The first plea-in-law for the pursuer is in these terms:
"The pursuer being entitled to remain on flexible duty in terms of his contract of employment and the defenders having acted in breach of contract by removing him therefrom, decree of declarator should be pronounced as concluded for."
There thereafter follow pleas to the effect that the defenders being in breach of contract, the pursuer is entitled to damages and a plea to the effect that the defenders should be ordained to restore the pursuer to flexible duty.
Submissions
Although the defenders have a plea to prescription of the pursuer's claims as well as a plea to relevancy, I was invited to reserve that plea concerning prescription and in the event the only argument was directed to the relevancy of the pursuer's claim.
That argument fell broadly into two chapters.
In the first chapter of his submission that the pursuer's pleadings were irrelevant and that the action should be dismissed, Mr Napier, who appeared for the defenders, sought at the outset to undermine the whole basis of the pursuer's claim by contending in effect that acquisition of any permanent right to flexible duty allowance could only be achieved were the pursuer to have satisfactorily completed his probationary period as an Assistant Divisional Officer and to have been confirmed in that post. Since the pursuer, on his own averments, had not been so confirmed, any appointment to a flexible duty system fell. In an amplification of that proposition and echoing to some extent what was averred at p.7B in Answer 2 counsel for the defenders also suggested that the probationary period had been extended but implicitly by reason of the suspension from duty. Any entitlement to continue to receive the flexible duty allowance was contingent on the pursuer's satisfactorily passing the probationary period and being confirmed in post as an Assistant Divisional Officer and since neither of those events had occurred, there could be no breach of contract on the defenders' part in offering him the Elgin Station Officer posting after the Disciplinary Tribunal had decided that he should be punished by means of a reduction in rank.

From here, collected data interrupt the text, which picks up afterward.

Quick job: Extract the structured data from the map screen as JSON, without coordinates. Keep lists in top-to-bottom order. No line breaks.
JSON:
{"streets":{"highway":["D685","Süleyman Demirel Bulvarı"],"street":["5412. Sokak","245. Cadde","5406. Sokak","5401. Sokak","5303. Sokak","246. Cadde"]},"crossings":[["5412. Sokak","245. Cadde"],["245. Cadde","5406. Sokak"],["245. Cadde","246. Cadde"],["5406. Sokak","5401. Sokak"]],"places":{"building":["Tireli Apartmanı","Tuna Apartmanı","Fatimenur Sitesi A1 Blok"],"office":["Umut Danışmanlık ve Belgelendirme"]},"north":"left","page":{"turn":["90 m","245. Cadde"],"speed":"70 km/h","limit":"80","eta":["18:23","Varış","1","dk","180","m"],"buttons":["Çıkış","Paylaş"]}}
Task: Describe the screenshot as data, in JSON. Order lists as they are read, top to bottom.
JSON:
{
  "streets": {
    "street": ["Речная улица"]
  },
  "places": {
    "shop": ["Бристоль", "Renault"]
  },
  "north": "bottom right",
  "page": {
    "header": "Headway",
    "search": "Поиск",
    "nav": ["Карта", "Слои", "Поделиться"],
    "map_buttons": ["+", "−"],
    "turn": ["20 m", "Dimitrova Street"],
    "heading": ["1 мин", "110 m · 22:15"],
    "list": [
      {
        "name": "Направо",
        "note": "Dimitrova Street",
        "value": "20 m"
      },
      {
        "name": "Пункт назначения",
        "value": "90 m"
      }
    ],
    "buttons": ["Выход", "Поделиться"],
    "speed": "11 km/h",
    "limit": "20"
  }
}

As I understood it, the first response of Miss Dorrian, who appeared for the pursuer, to this chapter of the defenders' argument was, in summary, that the pursuer did not revert to being a Station Officer because he failed satisfactorily to complete the six month probationary period, but because he was demoted by virtue of the disciplinary proceedings. The six month probationary period had expired prior to the decision of the Disciplinary Tribunal. It had not been extended by any decision communicated to the pursuer. The decision of the Disciplinary Tribunal to reduce the pursuer in rank could only proceed on the basis that he had definitively acquired the rank of an Assistant Divisional Officer. The Firemaster's letter of 13 June 1988 (7/4 of process) referred to the pursuer's "demotion", which phraseology was inconsistent with the notion of his rank of Assistant Divisional Officer simply lapsing by reason of his having failed to satisfactorily complete a probationary period. Counsel's second response was, in summary, that from the moment that the pursuer took up duty as an Assistant Divisional Officer on the flexible duty system - that is to say, when he signed his acceptance of the offer of probationary employment as an Assistant Divisional Officer, he was transferred to the flexible duty system. Since, said counsel, service under the flexible duty system did not depend on the rank held by the employee, the very fact that the pursuer had begun to work the flexible duty system and to receive flexible duty allowance prior to his suspension from duty meant that by virtue of paragraph 4 of the collective agreement the pursuer was entitled to insist on continuing on that system and receiving that allowance irrespective whether his return to the rank of Station Officer occurred by way of punishment or by failure satisfactorily to complete a probationary period.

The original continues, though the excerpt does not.